Minimal resistance of curves under the single impact assumption

TL;DR

This paper determines the shape of a hollow in a half-plane that minimizes resistance under a single impact elastic reflection condition, finding a specific parabolic shape with minimal resistance approximately 0.6435, and extends results to higher dimensions.

Contribution

It explicitly characterizes the minimal resistance shape under SIC in 2D and extends the analysis to higher dimensions, providing exact resistance values and asymptotic behavior.

Findings

Minimal resistance in 2D is approximately 0.6435.

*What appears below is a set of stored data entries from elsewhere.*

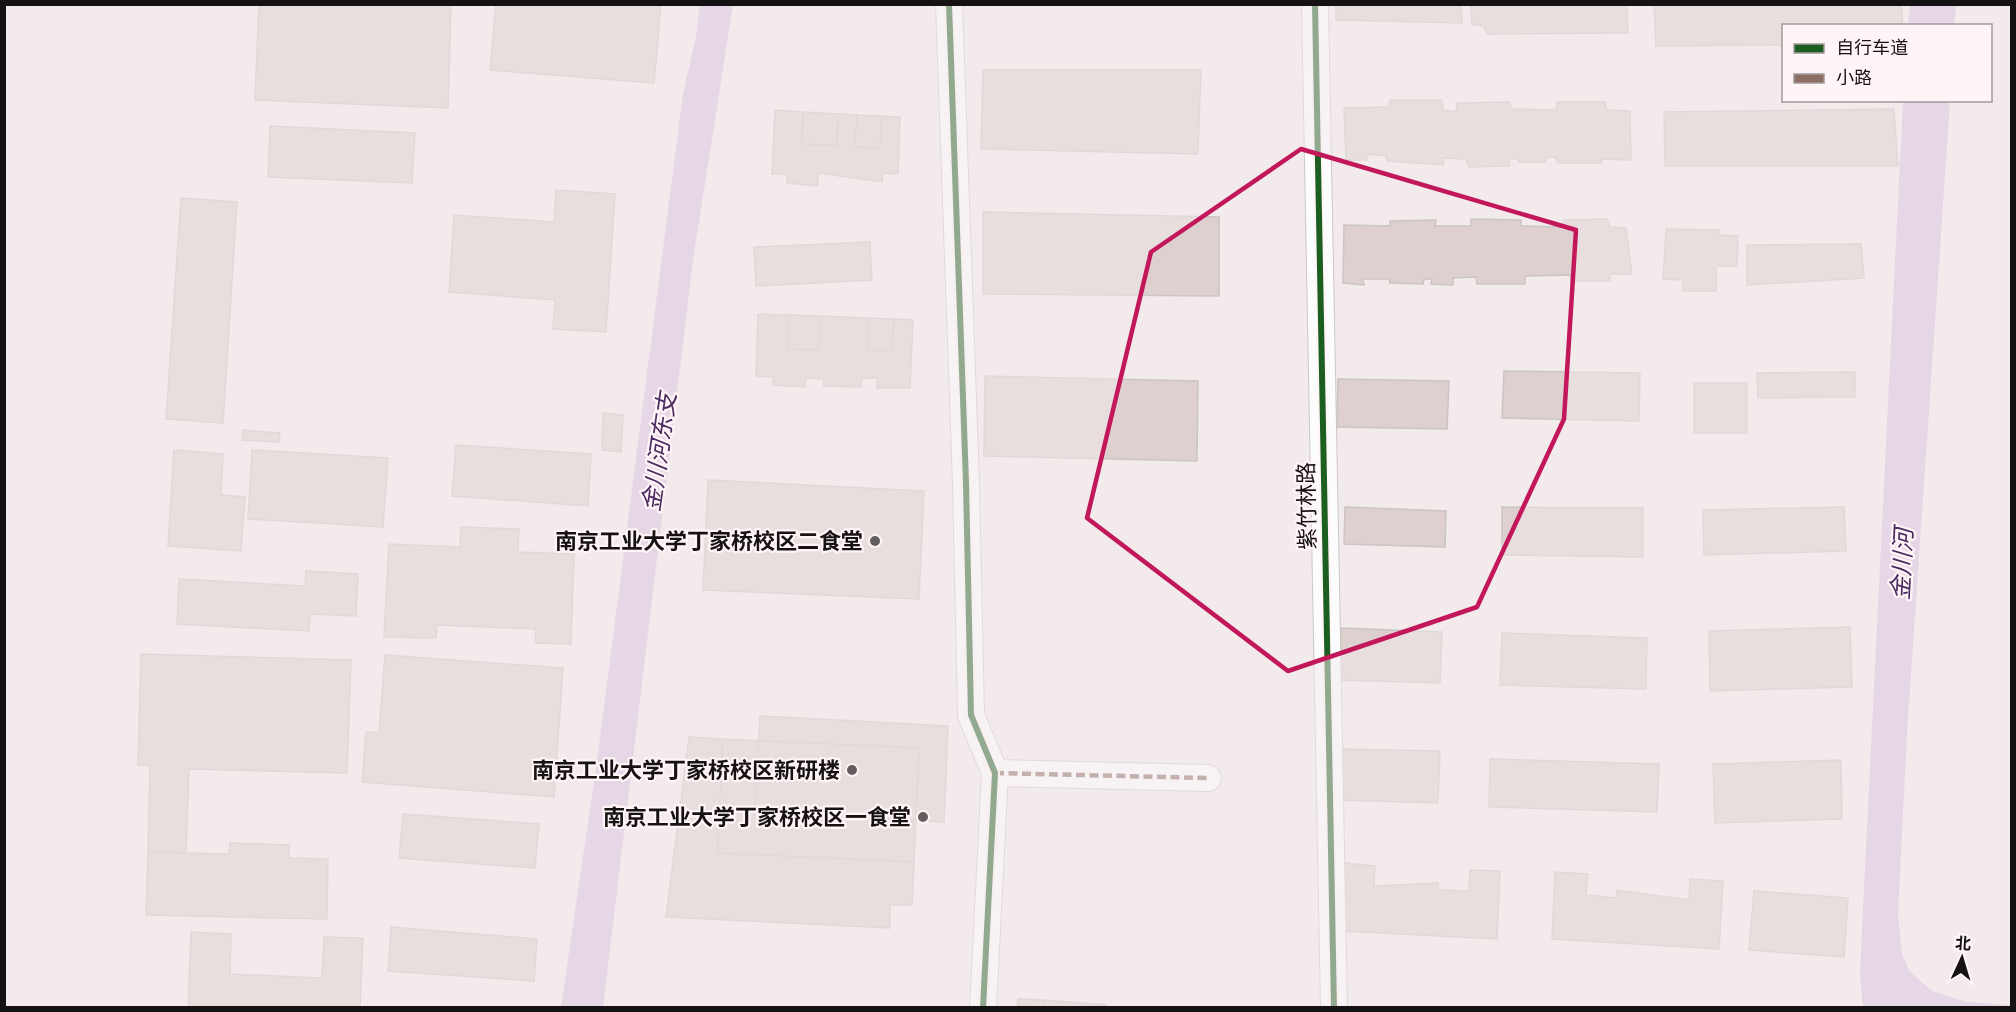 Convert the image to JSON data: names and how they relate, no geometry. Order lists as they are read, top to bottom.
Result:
{
  "streets": {
    "street": ["紫竹林路"]
  },
  "water": ["金川河东支", "金川河"],
  "places": ["南京工业大学丁家桥校区二食堂", "南京工业大学丁家桥校区新研楼", "南京工业大学丁家桥校区一食堂"],
  "legend": ["自行车道", "小路"],
  "north": "top"
} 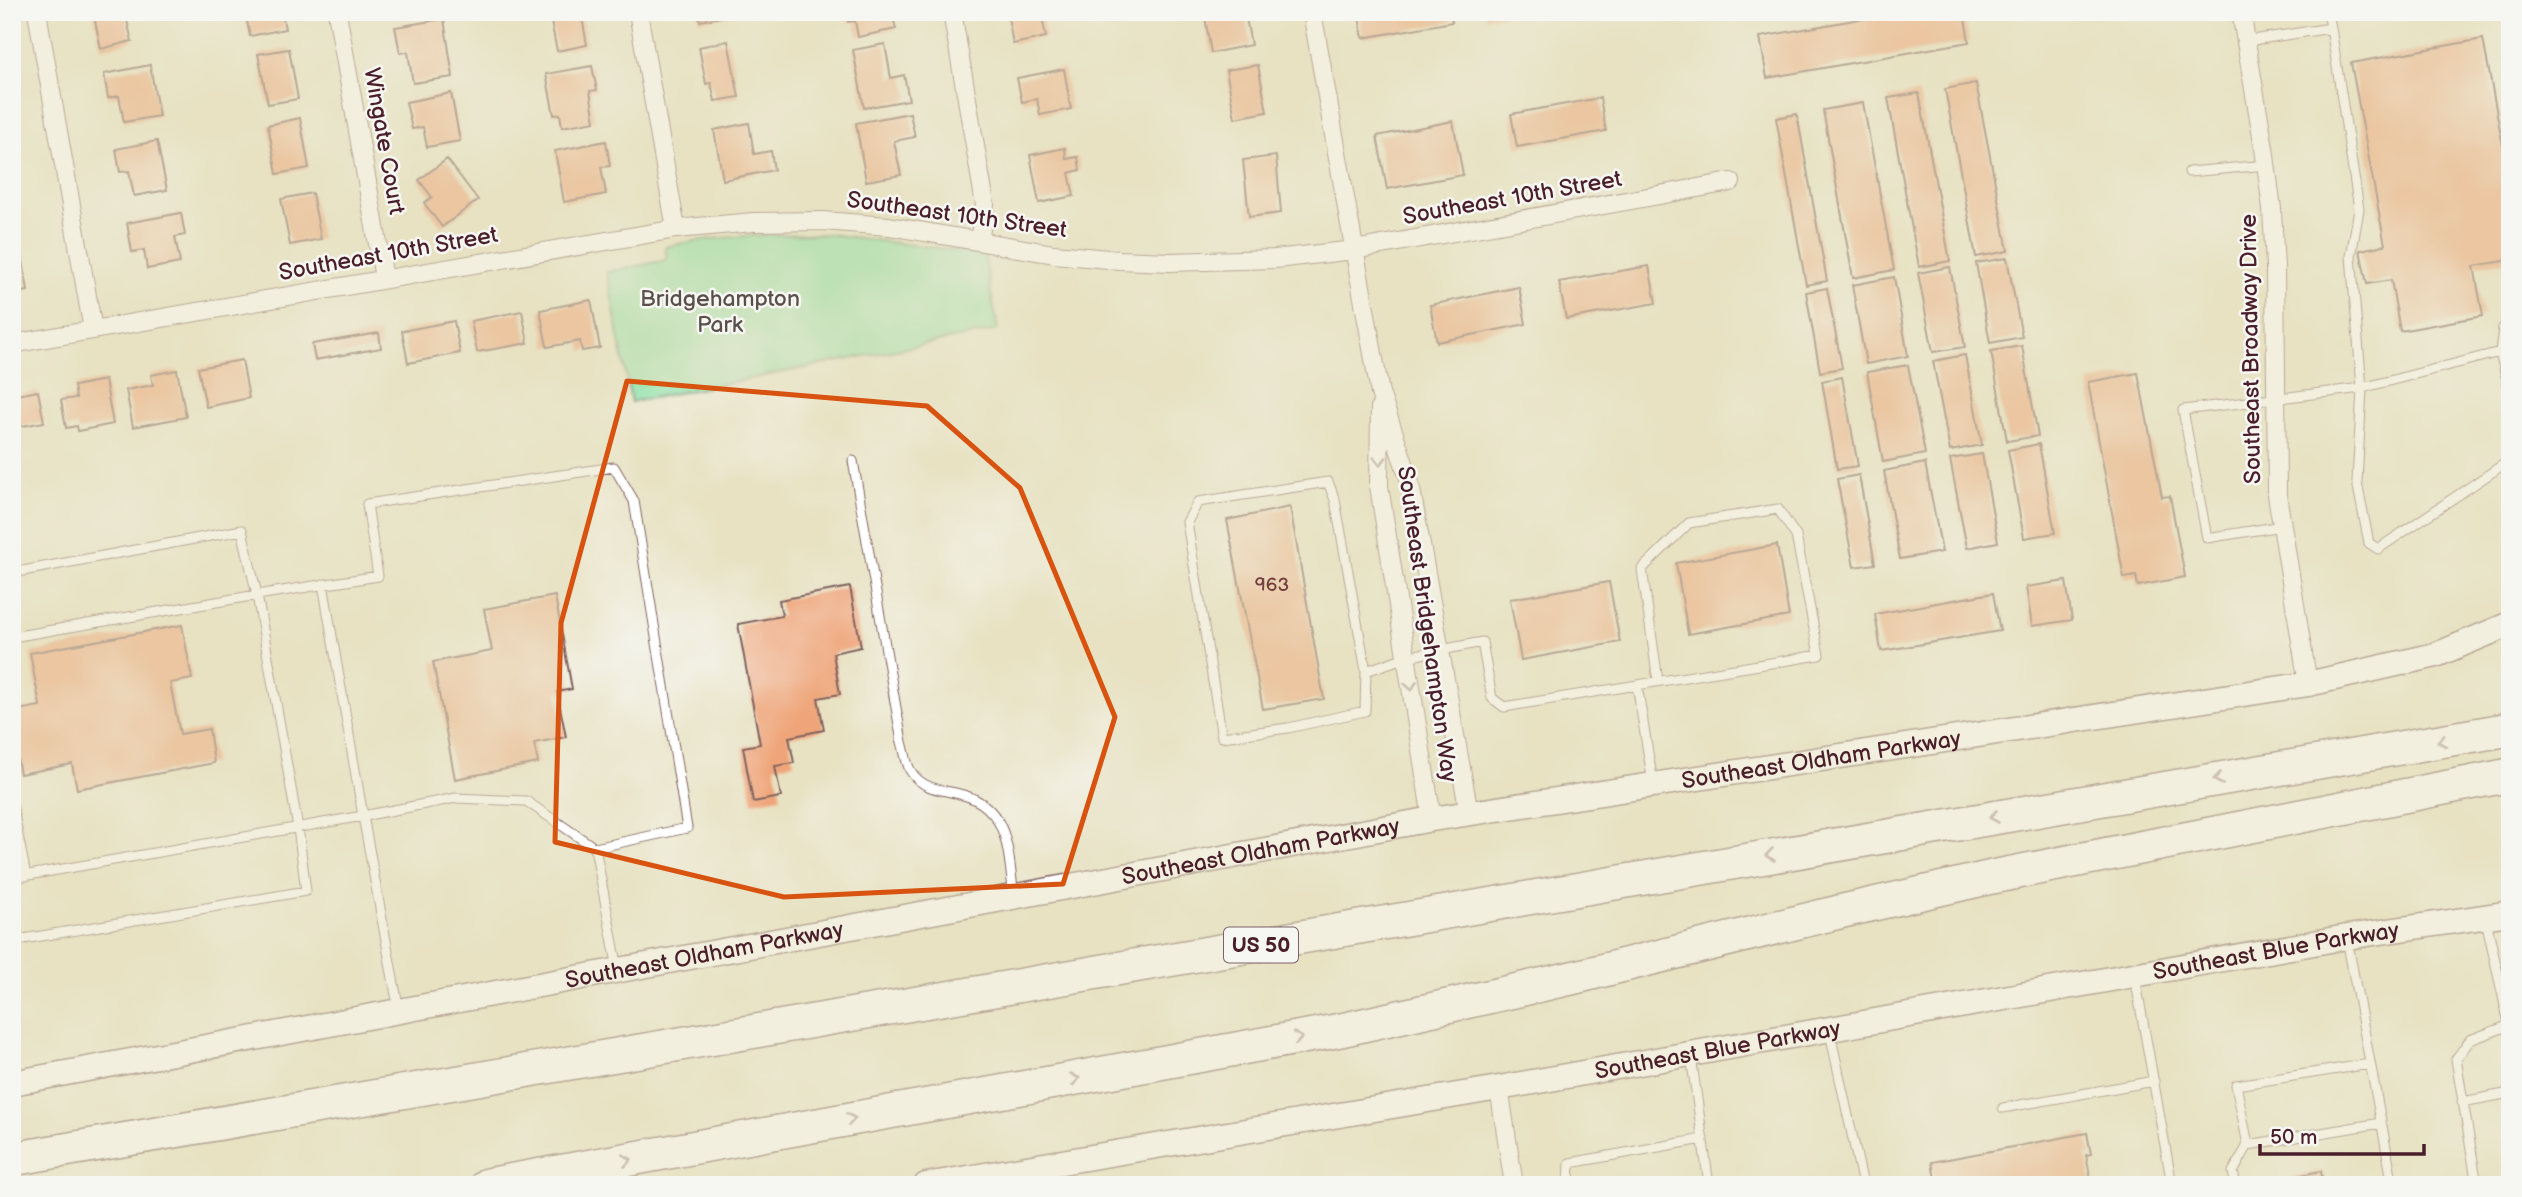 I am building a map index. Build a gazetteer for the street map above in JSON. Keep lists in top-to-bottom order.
{
  "streets": {
    "highway": ["US 50"],
    "street": [
      "Wingate Court",
      "Southeast 10th Street",
      "Southeast Broadway Drive",
      "Southeast Bridgehampton Way",
      "Southeast Oldham Parkway",
      "Southeast Blue Parkway"
    ]
  },
  "crossings": [
    ["Wingate Court", "Southeast 10th Street"],
    ["Southeast 10th Street", "Southeast Bridgehampton Way"],
    ["Southeast Broadway Drive", "Southeast Oldham Parkway"],
    ["Southeast Bridgehampton Way", "Southeast Oldham Parkway"]
  ],
  "parks": ["Bridgehampton Park"],
  "house_numbers": ["963"],
  "scale_bar": "50 m"
}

The shape minimizing resistance is formed by two symmetric parabola arcs.

Resistance approaches 0.5 as the dimension tends to infinity.

Abstract

We consider the hollow on the half-plane $\{(x,y) : y \le 0\} \subset \mathbb{R}^2$ defined by a function $u : (-1, 1) \to \mathbb{R}$, $u(x) < 0$ and a vertical flow of point particles incident on the hollow. It is assumed that $u$ satisfies the so-called single impact condition (SIC): each incident particle is elastically reflected by graph$(u)$ and goes away without hitting the graph of $u$ anymore. We solve the problem: find the function $u$ minimizing the force of resistance created by the flow. We show that the graph of the minimizer is formed by two arcs of parabolas symmetric to each other with respect to the $y$-axis. Assuming that the resistance of $u \equiv 0$ equals 1, we show that the minimal resistance equals $\pi/2 - 2\arctan(1/2) \approx 0.6435$. This result completes the previously obtained result stating in particular that the minimal resistance of a hollow in higher dimensions equals 0.5. We additionally consider a similar problem of minimal resistance, where the hollow in the half-space $\{(x_1,\ldots,x_d, y) : y \le 0 \} \subset \mathbb{R}^{d+1}$ is defined by a radial function $U$ satisfying SIC, $U(x) = u(|x|)$, with $x = (x_1,\ldots,x_d), u(\xi) < 0$ for $0 \le \xi < 1$ and $u(\xi) = 0$ for $\xi \ge 1$, and the flow is parallel to the $y$-axis. The minimal resistance is greater than $0.5$ (and coincides with $0.6435$ when $d = 1$) and converges to $0.5$ as $d \to \infty$.